Damals noch (mangels Alternativen) mit dem Pfad-Tool von Photoshop, man siehts dem Werk auch an. Aber seitdem habe ich dieses Bild als Wallpaper.
Dann habe ich mich mal drangemacht, das ganze nochmal mit CorelDraw zu machen, hier finde ich vor allem die Augenpartie und die Haare um Welten besser. 

2. Version
(wenn man zwischen den Bildern schnell wechselt scheint es übrigens so, als wäre das neue Bild leicht geneigt )
Aber an der Nase bin ich bisher immer kläglich gescheitert, ich habe keine Ahnung, wie ich das Ding umzusetzen hab, dass es sich ins restliche Bild einfügt. Bisherige Anläufe sahen immer extrem nach einer Knolle aus.
Habt ihr Vorschläge für Anläufe für dieses Problem. Im Nachhinein fällt mir auf, dass ich immer mit harten, schwarzen Konturen gearbeitet habe, aber eine Nase lässt sich ja nicht so leicht abgrenzen, da sie ja (seltsame Phrase ahead, ich kanns nicht anders audrücken) "in die Gesichtshaut integriert" ist und sie in meinem Fall ja nichts anderes wie ein räumlich verschobener Ausschnitt ist.

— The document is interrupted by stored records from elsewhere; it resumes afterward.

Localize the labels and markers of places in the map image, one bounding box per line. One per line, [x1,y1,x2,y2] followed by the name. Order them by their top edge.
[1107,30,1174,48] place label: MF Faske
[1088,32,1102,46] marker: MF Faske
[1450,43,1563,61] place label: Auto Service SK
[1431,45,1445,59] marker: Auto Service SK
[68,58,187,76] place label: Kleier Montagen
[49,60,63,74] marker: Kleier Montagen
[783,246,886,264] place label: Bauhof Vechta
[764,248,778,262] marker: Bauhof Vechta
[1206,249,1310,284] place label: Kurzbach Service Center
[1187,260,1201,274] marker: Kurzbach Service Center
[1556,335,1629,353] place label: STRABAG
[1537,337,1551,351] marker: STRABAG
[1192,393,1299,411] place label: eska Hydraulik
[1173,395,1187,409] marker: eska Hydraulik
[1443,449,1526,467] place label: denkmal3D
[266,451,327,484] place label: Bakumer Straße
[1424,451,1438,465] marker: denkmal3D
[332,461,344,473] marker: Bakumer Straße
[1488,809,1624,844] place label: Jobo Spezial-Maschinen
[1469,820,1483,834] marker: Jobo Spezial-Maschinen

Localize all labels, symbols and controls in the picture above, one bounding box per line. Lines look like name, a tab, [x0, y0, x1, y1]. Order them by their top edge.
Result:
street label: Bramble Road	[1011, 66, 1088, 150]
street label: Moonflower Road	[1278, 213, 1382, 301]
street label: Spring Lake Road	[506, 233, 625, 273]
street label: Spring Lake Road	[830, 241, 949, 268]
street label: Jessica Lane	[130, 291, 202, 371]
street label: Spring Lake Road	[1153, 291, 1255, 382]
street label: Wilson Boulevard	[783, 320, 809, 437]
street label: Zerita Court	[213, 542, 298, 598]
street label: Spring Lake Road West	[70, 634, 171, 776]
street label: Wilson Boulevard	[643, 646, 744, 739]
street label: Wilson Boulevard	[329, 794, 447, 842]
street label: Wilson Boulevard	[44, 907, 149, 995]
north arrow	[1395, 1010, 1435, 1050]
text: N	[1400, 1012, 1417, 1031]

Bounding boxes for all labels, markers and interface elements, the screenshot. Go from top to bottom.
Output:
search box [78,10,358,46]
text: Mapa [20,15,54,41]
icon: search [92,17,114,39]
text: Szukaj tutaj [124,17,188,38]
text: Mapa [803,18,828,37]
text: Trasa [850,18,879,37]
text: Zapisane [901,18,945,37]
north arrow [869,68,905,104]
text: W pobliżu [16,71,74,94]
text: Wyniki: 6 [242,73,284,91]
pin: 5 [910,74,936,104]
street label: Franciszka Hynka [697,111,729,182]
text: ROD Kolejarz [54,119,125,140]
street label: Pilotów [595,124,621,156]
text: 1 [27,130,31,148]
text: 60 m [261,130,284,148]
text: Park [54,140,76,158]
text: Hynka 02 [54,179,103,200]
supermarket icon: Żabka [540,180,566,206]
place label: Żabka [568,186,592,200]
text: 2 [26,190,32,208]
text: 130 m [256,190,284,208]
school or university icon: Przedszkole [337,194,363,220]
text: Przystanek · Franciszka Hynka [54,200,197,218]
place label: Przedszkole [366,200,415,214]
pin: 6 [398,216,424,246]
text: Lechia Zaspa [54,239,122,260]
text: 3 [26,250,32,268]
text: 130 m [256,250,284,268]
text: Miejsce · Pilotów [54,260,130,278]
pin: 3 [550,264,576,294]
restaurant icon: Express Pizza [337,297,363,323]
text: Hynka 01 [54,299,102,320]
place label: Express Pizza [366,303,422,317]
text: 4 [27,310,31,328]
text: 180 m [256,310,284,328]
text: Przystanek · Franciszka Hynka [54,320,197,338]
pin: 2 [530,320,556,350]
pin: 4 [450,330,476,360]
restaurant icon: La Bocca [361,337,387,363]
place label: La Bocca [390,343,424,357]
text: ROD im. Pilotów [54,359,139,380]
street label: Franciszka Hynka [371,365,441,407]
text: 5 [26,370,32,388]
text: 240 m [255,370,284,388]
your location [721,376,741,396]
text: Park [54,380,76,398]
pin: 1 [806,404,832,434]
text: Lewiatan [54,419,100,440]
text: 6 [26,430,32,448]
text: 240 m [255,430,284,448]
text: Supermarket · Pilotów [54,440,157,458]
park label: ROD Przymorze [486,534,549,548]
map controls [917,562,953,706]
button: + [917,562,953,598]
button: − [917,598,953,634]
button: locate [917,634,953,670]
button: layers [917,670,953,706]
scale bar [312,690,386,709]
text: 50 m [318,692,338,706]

Mir kommt gerade die Idee, die äußere Kontur mit schwarz zu umranden, wobei die Linien dann am Ende hin zur Hautfarbe hin auslaufen. Und dann muss ich wahrscheinlich mit (für mich) mühsamer Kleinarbeit einen richtig angeordneten Farbverlauf von einem dunkleren Hautton zum normalen Hautton einbauen, um den Schatten anzudeuten.


----------



## ink (27. August 2008)

Kenn ich des net von DeviantArt?
Du könntest es (da du es "stilisiert" machen möchtest) mit ner helleren Fläche an der Nasenoberseite (dann hast du die eine Kante schon abgehakt), dann für den Rest:
Der Schatten unterhalb und seitlich der Nase mit dem gleichem Ton nachzeichnen.
Nasenloch dazu, dann passt es.

Finde aber einige Abstufungen innerhalb des Gesichtes irgedwie besser.
Aber Vektorgrafiken von Spielen zu machen ist schwer.

mfg


----------